Memories
of My Father By
Margaret Whiting (for
an introduction to a songbook of her father’s
compositions)
The
greatest memory I have of my father, Richard,
is sitting by his side at the piano listening
to his latest song. When I would come home
from school, I’d go into his studio and
would hear whatever song he was writing
or the latest Rodgers & Hart, or Jerome
Kern, or George Gershwin songs. Those composers
were some of his dearest friends, and he
kept up with everything they wrote. He would
bring home advance copies from his publisher
or the studio. At that time, even though
I was very young, I guess I was one of the
first to hear “My Funny Valentine,” “Too
Marvelous For Words,” or “On The Good Ship
Lollipop.” Speaking of that, he often said
I was the inspiration for that song. One
day I went into the studio after school
with a big lollipop in my hand. I leaned
over to give him a kiss, and he looked up
and said, “Margaret, get away with that
sticky lollipop. You’re going to get it
all over the piano and me.” He’d been working
on a song for Shirley Temple, who was one
of the biggest stars the movies ever had.
Suddenly, he looked at me and said, “That’s
it, that’s it! That’s just what I need for
Shirley!” He called the lyric writer, Sidney
Clare, on the phone and said, “My kid, Margaret,
just came in with a lollipop and got that
sticky stuff all over me and the piano.
But it gave me a good idea for Shirley.
What about ‘On The Good Ship Lollipop?’”
I think of that every time I hear the song
or see someone with a lollipop.
My father worked for the Jerome Remick
Music Company in Detroit, Michigan. This
company later became part of what is now
the Warner-Chappell Music Company. My father
was signed to Remick’s as a young composer
and ran the office from 1912-1924. There
was a young man working as a bank teller
where Remick did his banking whose name
was Raymond Egan. He wanted to be a lyric
writer, so Mr. Remick got my father and
Egan together. Their first song was a bit
of a masterpiece called “The Japanese Sandman,”

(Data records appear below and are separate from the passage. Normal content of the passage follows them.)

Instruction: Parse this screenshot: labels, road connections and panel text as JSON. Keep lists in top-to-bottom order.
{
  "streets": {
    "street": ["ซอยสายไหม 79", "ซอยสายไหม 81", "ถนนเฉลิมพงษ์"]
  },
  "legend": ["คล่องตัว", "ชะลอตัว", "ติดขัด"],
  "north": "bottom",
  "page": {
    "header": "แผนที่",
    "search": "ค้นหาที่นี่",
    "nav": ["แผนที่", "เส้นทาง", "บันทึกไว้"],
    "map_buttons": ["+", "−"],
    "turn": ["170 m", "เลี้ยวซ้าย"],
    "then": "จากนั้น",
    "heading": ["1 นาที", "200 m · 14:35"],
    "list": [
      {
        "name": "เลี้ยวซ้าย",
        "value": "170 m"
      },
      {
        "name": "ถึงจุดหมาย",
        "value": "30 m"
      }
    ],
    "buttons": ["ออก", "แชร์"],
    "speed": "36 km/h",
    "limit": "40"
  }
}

which sold millions of copies of sheet music.
The was war on, and the Michigan Theatre
was having a war song contest. Mr. Remick
was going to publish the winning song. One
day while cleaning out my father’s office,
Remick’s secretary, who played the piano
(and if they ever do a movie of this, she
could be played by Doris Day) started emptying
my father’s wastepaper basket and discovered
a manuscript my father had thrown away.
She played it over on the piano, and then
took it to Mr. Remick the next day. She
thought it should be entered in the war
song contest. Mr. Remick asked my father
about the song. My father said, “It’s not
very good. Ray and I threw it away.” Mr.
Remick asked the title and my father said,
“’Auf Wiedersehen,’ but it means ‘Till We
Meet Again.’” Remick said “No ‘Auf Wiedersehen’
with the war on. It’ll be ‘Till We Meet
Again,’” and he entered it into the war
song contest. It won, and became one of
the all-time biggest sheet music sellers
ever.
My father and Leo Robin were the first
song-writing team to go out to Hollywood
in 1929. They were signed by Paramount Pictures,
and wrote many big hits while they were
there. The studio had just signed a brilliant
international entertainer from Paris, Maurice
Chevalier, to star in their pictures. He
was a charming, very intelligent man, who
knew that he would have trouble with certain
lyrics because of the language barrier.
So Chevalier requested them to write simple
words for him to sing. In one picture, he
needed a simple song to sing about someone
he was dreaming of. That’s how “My Ideal”
came about -- a very honest melody with
simple lyrics that he could pronounce. He
did it beautifully on the screen, and my
favorite singer later recorded it -- Frank
Sinatra. I will always be thrilled that
Johnny Mercer picked that song for me to
do as my first record on the Capitol Label.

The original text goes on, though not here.